According to Małgorzta Gersdorf, the Supreme Court’s first president, it is nothing other than a ‘coup’ against the judiciary, arranged by PiS supporters and not by all voters. However, Budapest has immediately announced that it will veto procedures triggered by the Commission. Is Mr Orbán our savior? Can we trust him? – ask the Polish opposition. Yes, we can count on him, answer PiS and its strong man, acting behind the scenes, Jarosław Kaczyński.
What is at stake here is nothing else than the rule of law itself and proper functioning the system of separation of powers. This is nothing new in a region where Mr Orbán, ruling with a constitutional majority since the spring of 2010 has in fact done the same thing, quarrelling with the European institutions abroad, and praising himself for ‘the fight for independence’ on the domestic scene. It is known that, according to his self-definition, Hungary under his rule is ‘an illiberal democracy’, which in the eyes of his opponents is nothing else than autocracy – of the prime minister himself and his supportive Civic Party —Fidesz.

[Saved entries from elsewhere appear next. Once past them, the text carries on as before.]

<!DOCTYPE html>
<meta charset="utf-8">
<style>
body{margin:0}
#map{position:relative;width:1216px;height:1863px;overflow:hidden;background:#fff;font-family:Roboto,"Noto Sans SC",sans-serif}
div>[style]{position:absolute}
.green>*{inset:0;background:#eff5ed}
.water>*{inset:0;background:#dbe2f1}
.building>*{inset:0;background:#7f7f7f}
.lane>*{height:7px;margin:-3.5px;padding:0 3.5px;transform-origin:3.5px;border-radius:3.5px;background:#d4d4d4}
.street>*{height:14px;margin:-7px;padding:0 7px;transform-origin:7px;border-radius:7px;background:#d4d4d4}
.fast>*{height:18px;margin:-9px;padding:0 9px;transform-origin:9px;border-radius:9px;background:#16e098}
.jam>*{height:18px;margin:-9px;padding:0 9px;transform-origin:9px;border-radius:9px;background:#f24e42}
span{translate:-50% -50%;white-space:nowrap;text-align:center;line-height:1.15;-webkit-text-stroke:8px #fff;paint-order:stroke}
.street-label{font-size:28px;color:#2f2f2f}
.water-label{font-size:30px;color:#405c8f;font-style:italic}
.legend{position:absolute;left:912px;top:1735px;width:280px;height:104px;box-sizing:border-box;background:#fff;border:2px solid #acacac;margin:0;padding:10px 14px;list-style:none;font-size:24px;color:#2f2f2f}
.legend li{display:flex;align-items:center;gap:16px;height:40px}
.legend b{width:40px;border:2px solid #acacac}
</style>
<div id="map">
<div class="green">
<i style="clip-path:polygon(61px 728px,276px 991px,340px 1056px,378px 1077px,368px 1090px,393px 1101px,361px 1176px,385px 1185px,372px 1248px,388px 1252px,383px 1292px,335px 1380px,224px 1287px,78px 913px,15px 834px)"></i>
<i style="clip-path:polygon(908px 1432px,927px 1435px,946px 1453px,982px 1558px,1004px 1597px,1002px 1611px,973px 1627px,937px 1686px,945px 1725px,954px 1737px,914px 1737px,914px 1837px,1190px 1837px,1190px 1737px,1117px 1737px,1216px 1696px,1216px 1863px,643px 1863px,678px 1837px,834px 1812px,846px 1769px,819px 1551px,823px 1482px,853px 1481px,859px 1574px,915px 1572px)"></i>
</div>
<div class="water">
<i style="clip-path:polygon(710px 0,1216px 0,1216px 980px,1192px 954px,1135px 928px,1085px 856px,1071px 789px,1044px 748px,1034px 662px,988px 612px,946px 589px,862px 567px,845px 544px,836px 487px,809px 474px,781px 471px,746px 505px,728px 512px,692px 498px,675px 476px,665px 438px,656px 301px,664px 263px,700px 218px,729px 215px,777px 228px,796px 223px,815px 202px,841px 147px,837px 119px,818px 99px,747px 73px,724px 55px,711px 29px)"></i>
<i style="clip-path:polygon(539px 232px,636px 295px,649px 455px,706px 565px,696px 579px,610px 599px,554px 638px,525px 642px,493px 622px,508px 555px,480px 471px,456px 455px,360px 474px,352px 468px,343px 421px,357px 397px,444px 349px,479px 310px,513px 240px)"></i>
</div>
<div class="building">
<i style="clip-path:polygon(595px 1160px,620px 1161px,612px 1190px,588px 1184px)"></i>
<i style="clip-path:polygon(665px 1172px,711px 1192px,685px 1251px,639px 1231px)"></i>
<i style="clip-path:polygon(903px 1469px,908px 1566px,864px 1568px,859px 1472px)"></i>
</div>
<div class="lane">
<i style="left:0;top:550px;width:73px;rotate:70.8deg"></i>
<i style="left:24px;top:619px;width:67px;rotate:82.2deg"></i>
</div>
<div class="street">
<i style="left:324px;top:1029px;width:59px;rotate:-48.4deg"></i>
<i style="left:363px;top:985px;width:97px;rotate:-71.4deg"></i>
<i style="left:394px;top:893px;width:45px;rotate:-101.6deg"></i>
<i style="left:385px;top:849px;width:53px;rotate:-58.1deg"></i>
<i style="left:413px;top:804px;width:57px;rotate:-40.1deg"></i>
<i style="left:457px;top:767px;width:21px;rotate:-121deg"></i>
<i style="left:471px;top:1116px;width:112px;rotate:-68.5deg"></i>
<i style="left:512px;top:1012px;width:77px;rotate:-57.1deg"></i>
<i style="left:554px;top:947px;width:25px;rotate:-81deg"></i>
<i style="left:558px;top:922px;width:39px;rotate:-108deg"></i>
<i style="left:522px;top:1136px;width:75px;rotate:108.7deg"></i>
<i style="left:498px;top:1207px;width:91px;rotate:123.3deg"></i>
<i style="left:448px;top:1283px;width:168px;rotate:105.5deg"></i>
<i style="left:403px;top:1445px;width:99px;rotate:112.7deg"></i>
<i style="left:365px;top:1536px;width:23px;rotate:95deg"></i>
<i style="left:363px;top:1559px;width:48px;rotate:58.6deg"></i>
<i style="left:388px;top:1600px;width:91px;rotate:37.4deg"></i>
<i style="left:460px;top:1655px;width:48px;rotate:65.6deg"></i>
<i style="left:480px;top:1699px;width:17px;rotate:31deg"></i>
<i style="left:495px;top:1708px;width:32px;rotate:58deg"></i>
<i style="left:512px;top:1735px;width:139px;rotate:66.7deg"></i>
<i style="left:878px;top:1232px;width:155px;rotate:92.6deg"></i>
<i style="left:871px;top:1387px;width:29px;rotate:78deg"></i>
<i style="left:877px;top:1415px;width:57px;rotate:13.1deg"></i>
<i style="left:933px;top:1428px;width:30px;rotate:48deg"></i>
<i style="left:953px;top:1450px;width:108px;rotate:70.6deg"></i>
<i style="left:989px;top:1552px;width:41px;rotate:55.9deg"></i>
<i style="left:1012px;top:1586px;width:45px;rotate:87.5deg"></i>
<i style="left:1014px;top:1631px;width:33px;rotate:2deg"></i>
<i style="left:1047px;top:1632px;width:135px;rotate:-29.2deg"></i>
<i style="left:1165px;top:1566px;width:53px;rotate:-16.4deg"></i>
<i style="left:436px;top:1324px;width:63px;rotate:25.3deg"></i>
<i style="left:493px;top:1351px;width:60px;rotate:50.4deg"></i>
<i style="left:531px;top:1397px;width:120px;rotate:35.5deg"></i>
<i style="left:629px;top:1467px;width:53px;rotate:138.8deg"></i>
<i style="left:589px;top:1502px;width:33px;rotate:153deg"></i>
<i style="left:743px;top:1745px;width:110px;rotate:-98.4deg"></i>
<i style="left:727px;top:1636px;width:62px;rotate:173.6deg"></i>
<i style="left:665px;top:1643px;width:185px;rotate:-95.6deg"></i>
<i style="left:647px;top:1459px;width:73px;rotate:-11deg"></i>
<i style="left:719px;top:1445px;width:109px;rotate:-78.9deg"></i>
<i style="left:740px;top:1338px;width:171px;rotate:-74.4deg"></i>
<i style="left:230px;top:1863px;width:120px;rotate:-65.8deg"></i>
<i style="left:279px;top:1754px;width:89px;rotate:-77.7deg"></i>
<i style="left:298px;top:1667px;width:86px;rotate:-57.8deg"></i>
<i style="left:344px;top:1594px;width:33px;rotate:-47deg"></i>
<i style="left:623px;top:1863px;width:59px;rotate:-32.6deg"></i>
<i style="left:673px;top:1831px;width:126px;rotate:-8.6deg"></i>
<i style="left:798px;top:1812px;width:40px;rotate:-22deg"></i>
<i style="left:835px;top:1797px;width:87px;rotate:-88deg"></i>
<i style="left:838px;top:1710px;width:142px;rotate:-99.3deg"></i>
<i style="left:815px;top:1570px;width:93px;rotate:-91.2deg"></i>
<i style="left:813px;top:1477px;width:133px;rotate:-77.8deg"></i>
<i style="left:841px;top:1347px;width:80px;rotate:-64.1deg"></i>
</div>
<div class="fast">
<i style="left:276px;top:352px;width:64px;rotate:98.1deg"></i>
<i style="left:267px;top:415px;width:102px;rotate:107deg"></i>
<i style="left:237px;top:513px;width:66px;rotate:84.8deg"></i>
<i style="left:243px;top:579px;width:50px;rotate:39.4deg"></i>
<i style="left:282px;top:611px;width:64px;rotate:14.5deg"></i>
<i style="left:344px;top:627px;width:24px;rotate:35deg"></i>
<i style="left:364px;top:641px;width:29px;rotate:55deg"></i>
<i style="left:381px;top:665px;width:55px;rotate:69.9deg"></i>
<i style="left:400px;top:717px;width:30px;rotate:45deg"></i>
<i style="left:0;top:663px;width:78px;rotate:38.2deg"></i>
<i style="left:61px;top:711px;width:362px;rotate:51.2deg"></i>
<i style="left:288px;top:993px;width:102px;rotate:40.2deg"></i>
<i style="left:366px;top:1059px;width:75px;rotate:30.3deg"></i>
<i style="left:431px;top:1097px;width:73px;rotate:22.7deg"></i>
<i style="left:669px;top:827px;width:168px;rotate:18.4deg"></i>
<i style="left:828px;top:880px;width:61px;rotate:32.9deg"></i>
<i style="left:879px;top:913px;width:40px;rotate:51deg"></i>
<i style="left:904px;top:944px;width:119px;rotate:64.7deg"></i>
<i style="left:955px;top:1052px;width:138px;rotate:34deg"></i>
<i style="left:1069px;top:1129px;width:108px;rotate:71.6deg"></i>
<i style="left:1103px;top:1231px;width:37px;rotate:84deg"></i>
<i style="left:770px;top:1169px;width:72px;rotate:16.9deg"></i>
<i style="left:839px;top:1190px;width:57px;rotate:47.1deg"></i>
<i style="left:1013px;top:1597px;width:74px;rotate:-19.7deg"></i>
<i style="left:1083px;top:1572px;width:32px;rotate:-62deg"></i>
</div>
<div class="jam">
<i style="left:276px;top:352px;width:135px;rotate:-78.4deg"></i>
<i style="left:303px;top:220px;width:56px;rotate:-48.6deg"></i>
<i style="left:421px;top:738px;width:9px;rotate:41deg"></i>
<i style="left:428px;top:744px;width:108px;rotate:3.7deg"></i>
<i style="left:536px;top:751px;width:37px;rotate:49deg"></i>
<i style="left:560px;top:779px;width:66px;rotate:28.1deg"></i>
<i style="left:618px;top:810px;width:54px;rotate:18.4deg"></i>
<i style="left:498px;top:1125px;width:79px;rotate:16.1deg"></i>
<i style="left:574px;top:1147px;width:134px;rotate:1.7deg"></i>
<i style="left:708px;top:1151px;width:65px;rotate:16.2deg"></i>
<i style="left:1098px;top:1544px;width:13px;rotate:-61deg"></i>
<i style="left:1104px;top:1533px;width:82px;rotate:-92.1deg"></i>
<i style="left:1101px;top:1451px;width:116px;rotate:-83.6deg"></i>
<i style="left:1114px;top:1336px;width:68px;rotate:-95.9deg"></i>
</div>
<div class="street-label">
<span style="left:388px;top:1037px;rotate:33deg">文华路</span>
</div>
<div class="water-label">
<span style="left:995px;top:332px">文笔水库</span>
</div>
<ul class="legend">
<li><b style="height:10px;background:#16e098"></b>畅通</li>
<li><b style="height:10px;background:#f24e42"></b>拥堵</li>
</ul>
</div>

For years we have had lively debate about what this ‘illiberal system’ actually means. Different terms are in use: ‘fake democracy’, ‘illusionary democracy’, ‘shadow democracy’, or stronger – autocracy, one-man rule, and state capture by a strong executive power with a charismatic leader. Only one thing seems to be obvious and is shared by all: the newly created system is definitely not the liberal democracy introduced in Hungary in the early 1990s.
The Orbán System
We more or less know what are main features of ‘the Orbán System,’ are: strong executive power and its domination of the country; dismantled or strongly undermined checks and balances; deep divisions and fragmentation in the domestic arena and the centralisation of the economy and quickly growing domestic capital, creating a kind of new oligarchy, Russian-style.
More or less those are the values — centralisation of power and wealth – which Mr Kaczyński shares. That’s why he meets with Mr Orbán, and that’s why Mr Morawiecki has already announced that soon after his cabinet reshuffle (scheduled for early January) he will go to Budapest (for a blessing?). Are the think-tanks sponsored by both governments right when declaring the creation of a ‘Budapest – Warsaw axis’?
The European Union, its institutions, but also its major capitals, beginning with Berlin, have been asleep for far too long. Negligence is the name of their cardinal sin. Is Hungary and now Poland bringing about a new kind of challenge, an axiological crisis following previous economic, security, or migrant crises?
The Budapest-Warsaw axis is not a strong economic factor, but does represent a serious attempt to create a different entity within the framework of the EU, with different axiology and different values, and also – especially in the Hungarian case – with different interests, as Mr Orbán is openly promoting his strategy of opening to the East (keleti nyitás), both to Mr Putin in Russia (Paks atomic energy power station and new gas agreements) or to the Chinese (under 16 +1 and Belt and Road Initiative-BRI umbrella).
Is then a new line of division, unfortunately resembling the old one, between the East and the West, emerging on the European continent? Well, partially yes. The atmosphere in both Budapest and Warsaw is not liberal anymore. What will happen in the near future depends on the determination of the western side of the continent. Who will prevail: the non-liberal challengers from the East, or the defenders of the liberal values of the West? Like it or not the question is open, which means it is serious and we ought to take it into our account if we are still pretending to be (ever-closer?) Europeans.
A short footnote: As suspected, both the Polish prime minister and foreign minister will fly to Budapest to meet with Mr Orban on January 3.
The views expressed in this opinion editorial are the author’s own and do not necessarily reflect Emerging Europe’s editorial policy.